The kernel is deliberately small enough to read in one sitting, but still shows the core Hopper GEMM shape:

TMA loads into shared memory
mbarrier-based staging
WGMMA tensor-core math
explicit fragment scatter in the epilogue

It is not the largest GEMM this repo has ever contained. It is the current example that best balances performance shape and readability.

What The Kernel Computes¶

At a high level, it computes:

C[M, N] = A[M, K] @ B[K, N]

with:

A and B in bf16
accumulation in f32
output in f32

The maintained example specializes each CTA to a 64 x 64 output tile and each tensor-core instruction to m64n64k16.

Step 1: Specialize The Kernel Shape¶

The outer builder fixes the tile sizes and derives the K-loop trip count:

def build_gemm_m64n64(M: int, N: int, K: int, *, tile_k: int = 16):
    BM, BN = 64, 64
    assert M % BM == 0 and N % BN == 0 and K % tile_k == 0
    n_iters = K // tile_k

That tells you almost everything about the kernel:

one CTA computes one 64 x 64 tile of C
the CTA walks through K in chunks of 16
each loop iteration does one wgmma.mma_async.m64n64k16

The launch config then maps tiles onto the grid:

@kernel(
    in_specs=(
        Tile.wgmma_a(M, K, bf16, tile_m=BM, tile_k=tile_k),
        Tile.wgmma_b(K, N, bf16, tile_k=tile_k, tile_n=BN),
    ),
    out_specs=(Tile(M, N, f32),),
    grid=(N // BN, M // BM, 1),
    block=(128, 1, 1),
    arch="sm_90a",
)

Interpret that as:

ctaid.x chooses the output tile column
ctaid.y chooses the output tile row
the CTA has 128 threads, which is exactly one Hopper warpgroup

That last point matters because WGMMA is warpgroup-scoped.

Step 2: Allocate Shared-Memory Tiles And Accumulators¶

At the start of the kernel body, the code allocates the staging buffers and the accumulator fragment:

sA = smem.wgmma_tile(bf16, (BM, tile_k), major="K")
sB = smem.wgmma_tile(bf16, (tile_k, BN), major="MN")
bars = [smem.mbarrier(1) for _ in range(n_iters)]
phases = [reg.scalar(b32, init=0) for _ in range(n_iters)]
acc = reg.array(f32, 32)

Each piece has a specific role:

sA: shared-memory tile for the current A[64, 16]
sB: shared-memory tile for the current B[16, 64]
bars[i]: completion barrier for the ith TMA stage
acc: the per-thread slice of the 64 x 64 WGMMA output fragment

The important non-obvious fact is acc = reg.array(f32, 32).

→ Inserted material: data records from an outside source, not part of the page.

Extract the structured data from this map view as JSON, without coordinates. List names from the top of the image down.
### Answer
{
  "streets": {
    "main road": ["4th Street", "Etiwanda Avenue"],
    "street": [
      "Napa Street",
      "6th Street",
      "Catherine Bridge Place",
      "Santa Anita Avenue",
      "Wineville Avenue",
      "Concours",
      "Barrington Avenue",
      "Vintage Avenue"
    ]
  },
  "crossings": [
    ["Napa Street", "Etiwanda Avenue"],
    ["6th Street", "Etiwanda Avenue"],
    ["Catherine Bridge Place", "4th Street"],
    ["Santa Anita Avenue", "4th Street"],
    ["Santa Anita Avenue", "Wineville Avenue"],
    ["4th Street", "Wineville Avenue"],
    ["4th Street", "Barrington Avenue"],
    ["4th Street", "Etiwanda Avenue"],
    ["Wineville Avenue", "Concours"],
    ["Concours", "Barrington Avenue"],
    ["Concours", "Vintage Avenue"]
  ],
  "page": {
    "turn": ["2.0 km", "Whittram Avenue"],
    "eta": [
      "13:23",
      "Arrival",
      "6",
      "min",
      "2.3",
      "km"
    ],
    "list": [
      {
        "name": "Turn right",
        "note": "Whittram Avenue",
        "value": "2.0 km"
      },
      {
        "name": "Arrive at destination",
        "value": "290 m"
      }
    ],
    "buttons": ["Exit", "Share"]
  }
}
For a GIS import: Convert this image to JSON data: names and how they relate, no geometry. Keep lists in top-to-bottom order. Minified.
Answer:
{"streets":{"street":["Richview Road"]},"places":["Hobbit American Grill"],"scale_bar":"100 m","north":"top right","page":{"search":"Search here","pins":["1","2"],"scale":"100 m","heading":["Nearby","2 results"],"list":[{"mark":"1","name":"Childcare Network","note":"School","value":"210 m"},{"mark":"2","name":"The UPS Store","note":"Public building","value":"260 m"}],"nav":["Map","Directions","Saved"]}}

For m64n64k16, each thread in the warpgroup owns 32 f32 accumulator values. That is the register fragment that gets updated every iteration and later scattered to global memory.

Step 3: Compute Which Output Tile This CTA Owns¶

Next the kernel computes the tile origins in M and N:

row_off = reg.scalar(u32)
ptx.inst.mov.u32(row_off, ptx.special.ctaid.y())
ptx.inst.shl.b32(row_off, row_off, 6)  # * 64

col_off = reg.scalar(u32)
ptx.inst.mov.u32(col_off, ptx.special.ctaid.x())
ptx.inst.shl.b32(col_off, col_off, 6)  # * 64

Why shift by 6?

Because 2^6 = 64, so this is just:

row_off = ctaid.y * 64
col_off = ctaid.x * 64

From here on, every global-memory access in the CTA is relative to that output tile origin.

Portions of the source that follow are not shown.